▸ **PROBLEM REQUIREMENTS**: The listing below is the input. Say how many of its lines contain "Output", giving the number alone.

▸ **RAW DATA**:
Segment Open

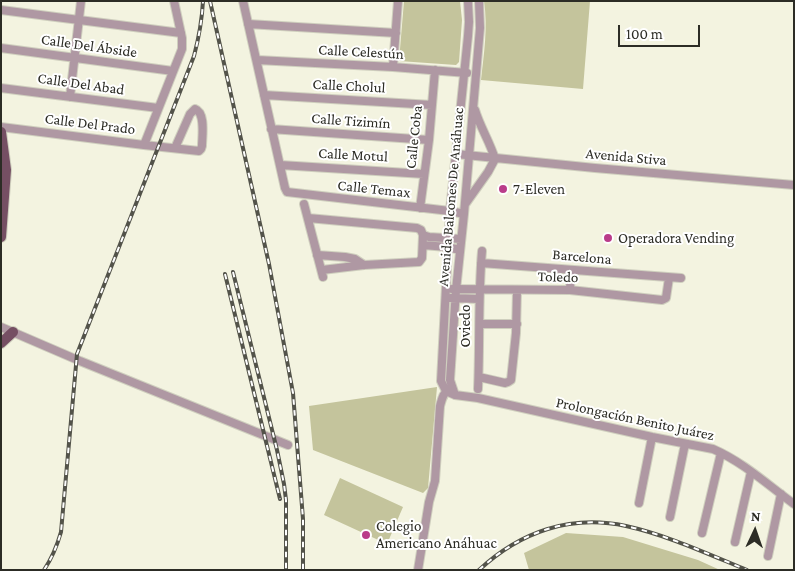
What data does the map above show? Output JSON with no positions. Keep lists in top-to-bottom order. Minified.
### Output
{"streets":{"street":["Calle Del Ábside","Calle Celestún","Calle Del Abad","Calle Cholul","Calle Tizimín","Calle Del Prado","Calle Coba","Calle Motul","Avenida Stiva","Calle Temax","Avenida Balcones De Anáhuac","Barcelona","Toledo","Oviedo","Prolongación Benito Juárez"]},"crossings":[["Calle Celestún","Calle Coba"],["Calle Celestún","Avenida Balcones De Anáhuac"],["Calle Cholul","Calle Coba"],["Calle Tizimín","Calle Coba"],["Calle Coba","Calle Motul"],["Calle Coba","Calle Temax"],["Calle Motul","Calle Temax"],["Avenida Stiva","Avenida Balcones De Anáhuac"],["Calle Temax","Avenida Balcones De Anáhuac"],["Avenida Balcones De Anáhuac","Toledo"],["Avenida Balcones De Anáhuac","Prolongación Benito Juárez"],["Barcelona","Toledo"],["Barcelona","Oviedo"],["Toledo","Oviedo"]],"places":["7-Eleven","Operadora Vending","Colegio Americano Anáhuac"],"scale_bar":"100 m","north":"top"}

Segment Closed

▸ **RESPONSE TO THIS TASK**: 2